• _WORK INSTRUCTION_:
Set down all of the entries word for word, omitting the images they contain.

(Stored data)
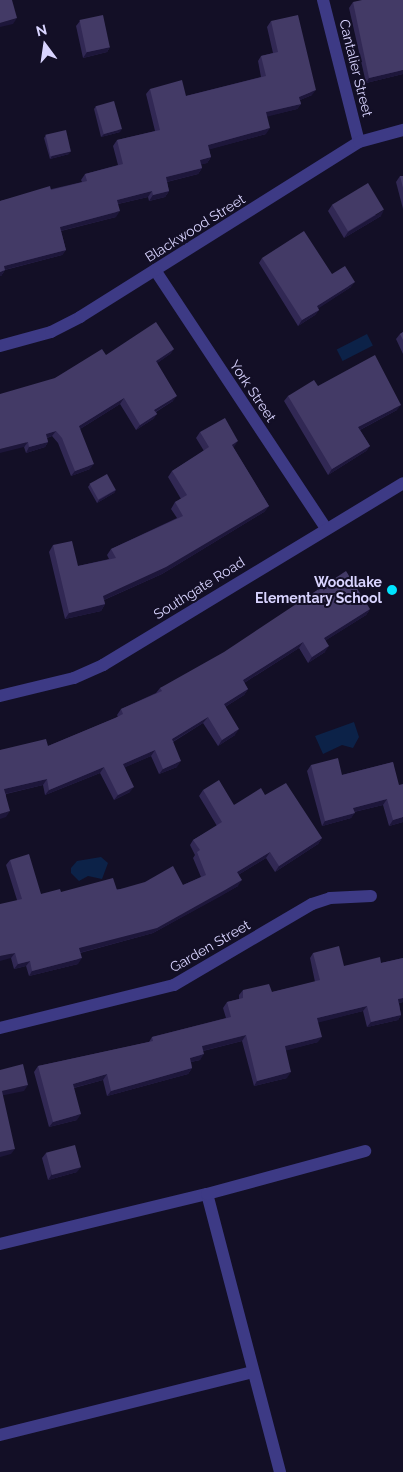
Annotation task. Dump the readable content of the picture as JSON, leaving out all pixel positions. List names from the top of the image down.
{
  "streets": {
    "street": [
      "Cantalier Street",
      "Blackwood Street",
      "York Street",
      "Southgate Road",
      "Garden Street"
    ]
  },
  "crossings": [
    ["Cantalier Street", "Blackwood Street"],
    ["Blackwood Street", "York Street"],
    ["York Street", "Southgate Road"]
  ],
  "places": ["Woodlake Elementary School"],
  "north": "top"
}
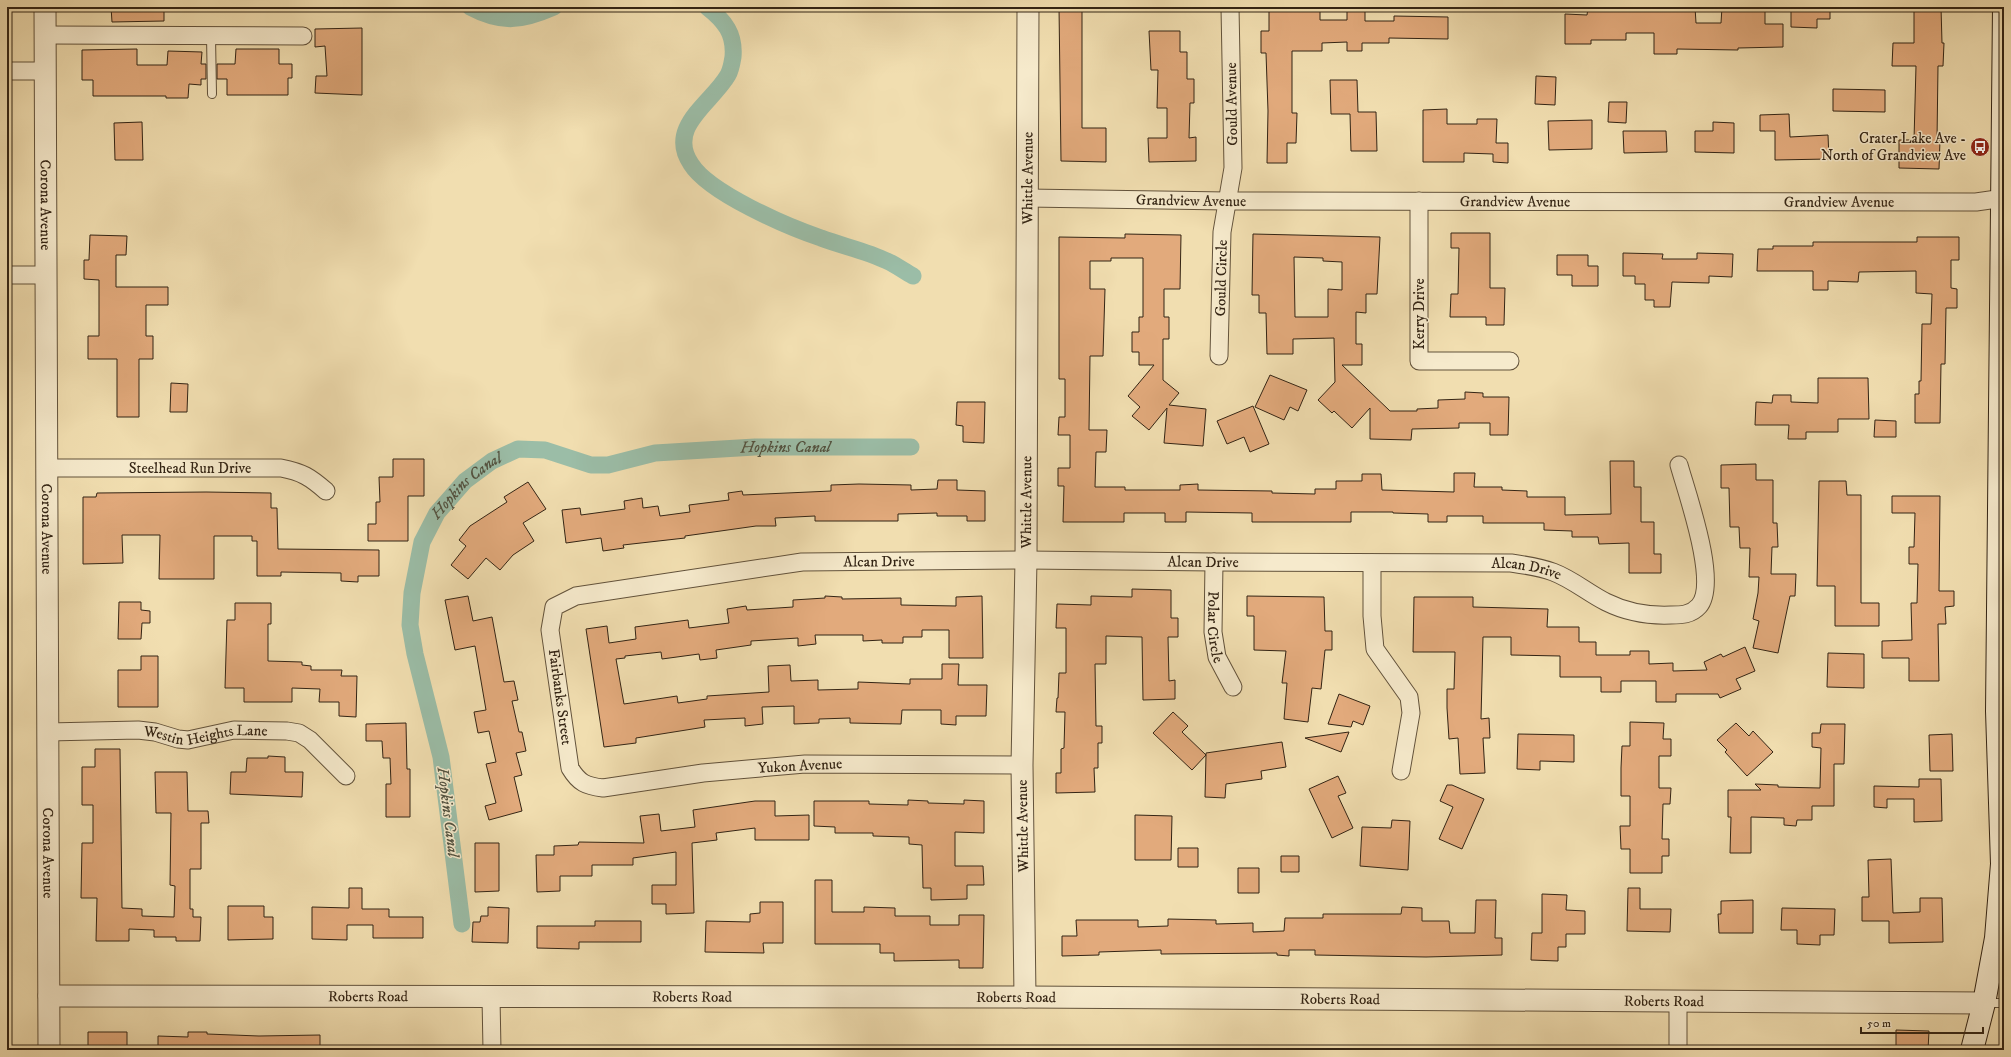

• _RESPONSE TO THE TASK_:
Annotation task. Dump the readable content of the picture as JSON, leaving out all pixel positions. List names from the top of the image down.
{
  "streets": {
    "street": [
      "Cantalier Street",
      "Blackwood Street",
      "York Street",
      "Southgate Road",
      "Garden Street"
    ]
  },
  "crossings": [
    ["Cantalier Street", "Blackwood Street"],
    ["Blackwood Street", "York Street"],
    ["York Street", "Southgate Road"]
  ],
  "places": ["Woodlake Elementary School"],
  "north": "top"
}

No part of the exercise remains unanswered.